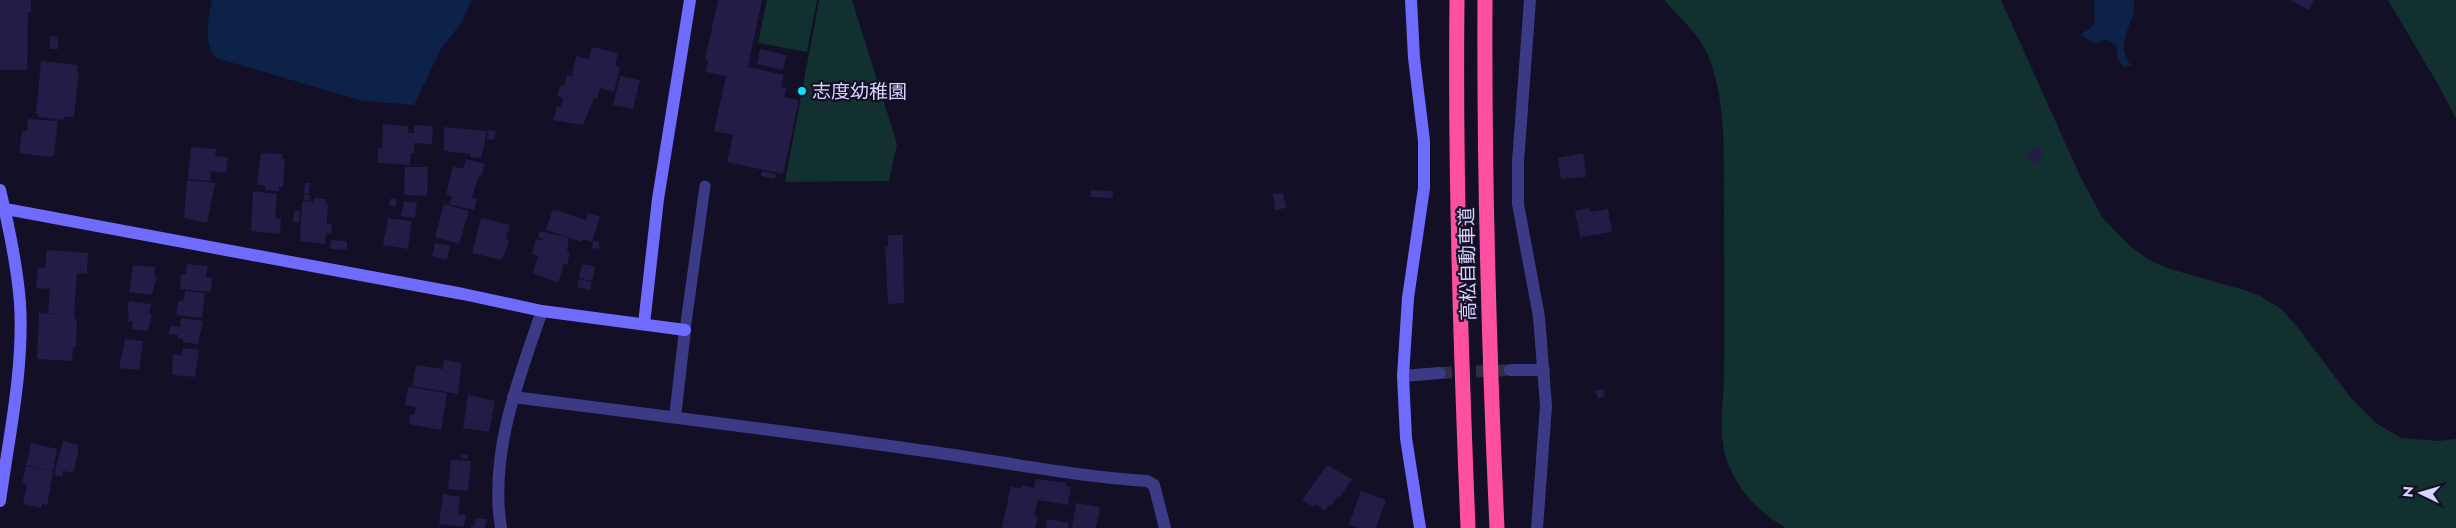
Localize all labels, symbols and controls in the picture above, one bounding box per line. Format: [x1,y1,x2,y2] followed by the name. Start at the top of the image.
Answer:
[812,78,907,105] place label: 志度幼稚園
[796,85,808,97] marker: 志度幼稚園
[1453,207,1482,321] street label: 高松自動車道
[2396,468,2446,518] north arrow
[2398,485,2418,498] text: N

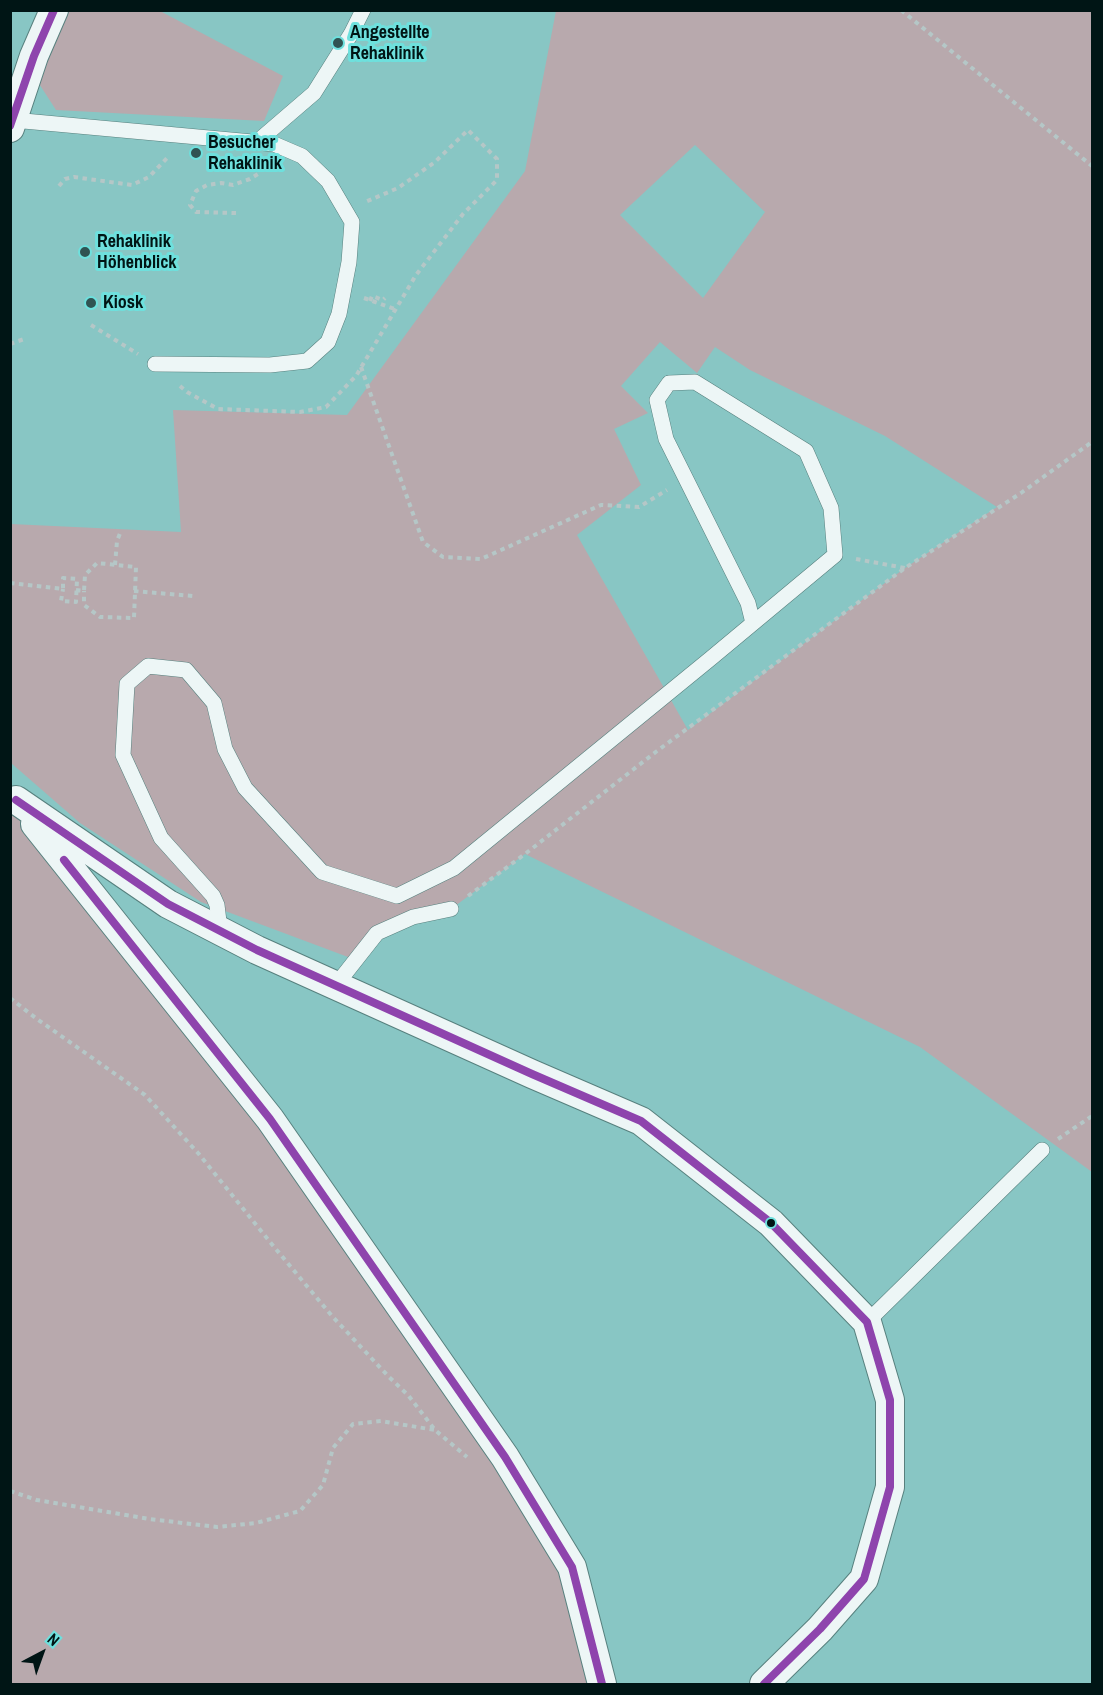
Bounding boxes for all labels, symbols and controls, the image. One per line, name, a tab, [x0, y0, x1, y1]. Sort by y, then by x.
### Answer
place label: Angestellte Rehaklinik	[350, 22, 430, 64]
marker: Angestellte Rehaklinik	[331, 36, 345, 50]
place label: Besucher Rehaklinik	[208, 132, 282, 174]
marker: Besucher Rehaklinik	[189, 146, 203, 160]
place label: Rehaklinik Höhenblick	[97, 231, 177, 274]
marker: Rehaklinik Höhenblick	[78, 245, 92, 259]
place label: Kiosk	[103, 292, 143, 314]
marker: Kiosk	[84, 296, 98, 310]
unlabelled marker	[765, 1217, 777, 1229]
north arrow	[12, 1623, 72, 1683]
text: N	[43, 1628, 65, 1651]

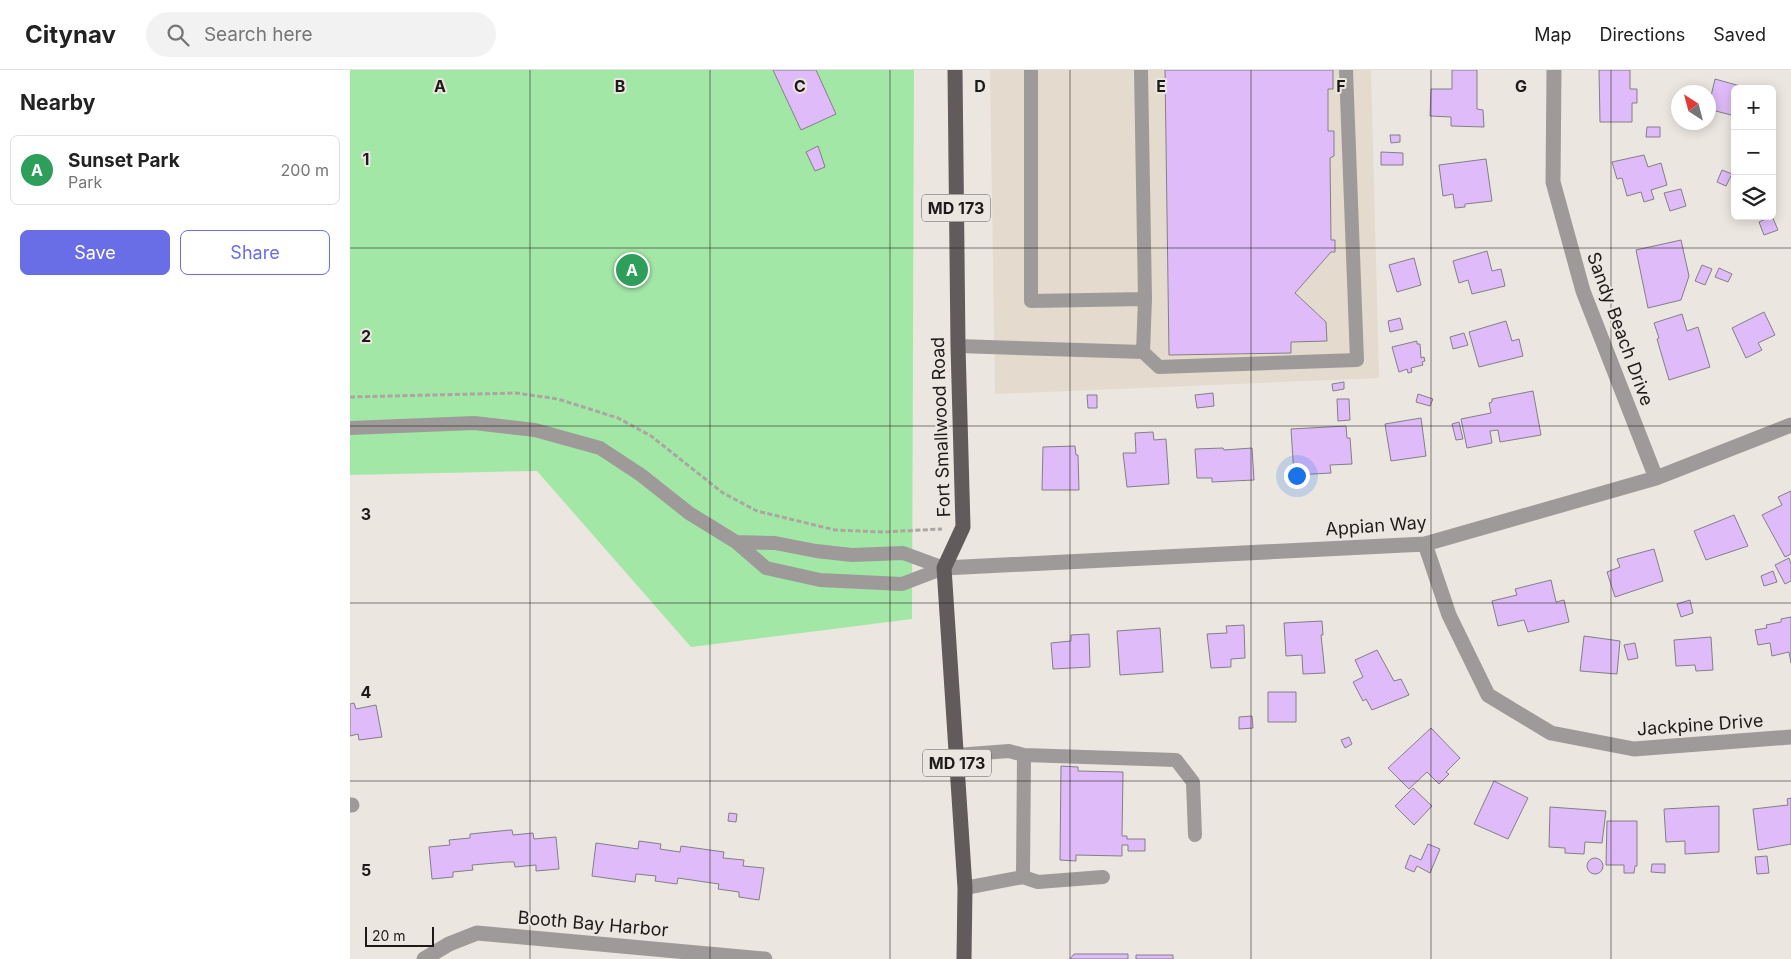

- **Action item**: Your task is to transcribe, exactly and without additions, every line from the one that contains "Bounding boxes for" to the end of the entries above, both included. Omit all pictures.

- **Exercise solution**:
Bounding boxes for all labels, symbols and controls, the image. One per line, name, a tab, [x0, y0, x1, y1]. Sort by y, then by x.
### Answer
place label: Angestellte Rehaklinik	[350, 22, 430, 64]
marker: Angestellte Rehaklinik	[331, 36, 345, 50]
place label: Besucher Rehaklinik	[208, 132, 282, 174]
marker: Besucher Rehaklinik	[189, 146, 203, 160]
place label: Rehaklinik Höhenblick	[97, 231, 177, 274]
marker: Rehaklinik Höhenblick	[78, 245, 92, 259]
place label: Kiosk	[103, 292, 143, 314]
marker: Kiosk	[84, 296, 98, 310]
unlabelled marker	[765, 1217, 777, 1229]
north arrow	[12, 1623, 72, 1683]
text: N	[43, 1628, 65, 1651]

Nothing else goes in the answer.